→ **DATA FOR THE TASK**:
##########

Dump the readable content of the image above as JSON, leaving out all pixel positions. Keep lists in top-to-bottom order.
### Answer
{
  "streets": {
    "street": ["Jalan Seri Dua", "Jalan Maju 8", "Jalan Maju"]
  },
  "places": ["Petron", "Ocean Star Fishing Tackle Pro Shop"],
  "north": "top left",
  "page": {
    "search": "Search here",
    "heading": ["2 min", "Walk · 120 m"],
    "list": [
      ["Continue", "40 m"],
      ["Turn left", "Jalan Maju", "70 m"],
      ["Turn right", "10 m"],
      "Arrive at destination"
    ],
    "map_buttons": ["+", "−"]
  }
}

##########

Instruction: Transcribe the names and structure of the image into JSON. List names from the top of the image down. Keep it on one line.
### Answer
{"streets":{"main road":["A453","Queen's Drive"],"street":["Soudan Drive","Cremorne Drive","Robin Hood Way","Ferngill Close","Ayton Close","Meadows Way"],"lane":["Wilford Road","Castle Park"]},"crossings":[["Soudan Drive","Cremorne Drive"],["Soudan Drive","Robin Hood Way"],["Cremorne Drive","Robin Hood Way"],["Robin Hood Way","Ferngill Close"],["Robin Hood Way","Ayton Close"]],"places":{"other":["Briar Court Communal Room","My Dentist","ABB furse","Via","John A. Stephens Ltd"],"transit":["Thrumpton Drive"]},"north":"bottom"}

##########

→ **ASSIGNED TASK**: Wherever a line in the data above holds the word "image", copy that line.

→ **EXERCISE ANSWER**:
Dump the readable content of the image above as JSON, leaving out all pixel positions. Keep lists in top-to-bottom order.
Instruction: Transcribe the names and structure of the image into JSON. List names from the top of the image down. Keep it on one line.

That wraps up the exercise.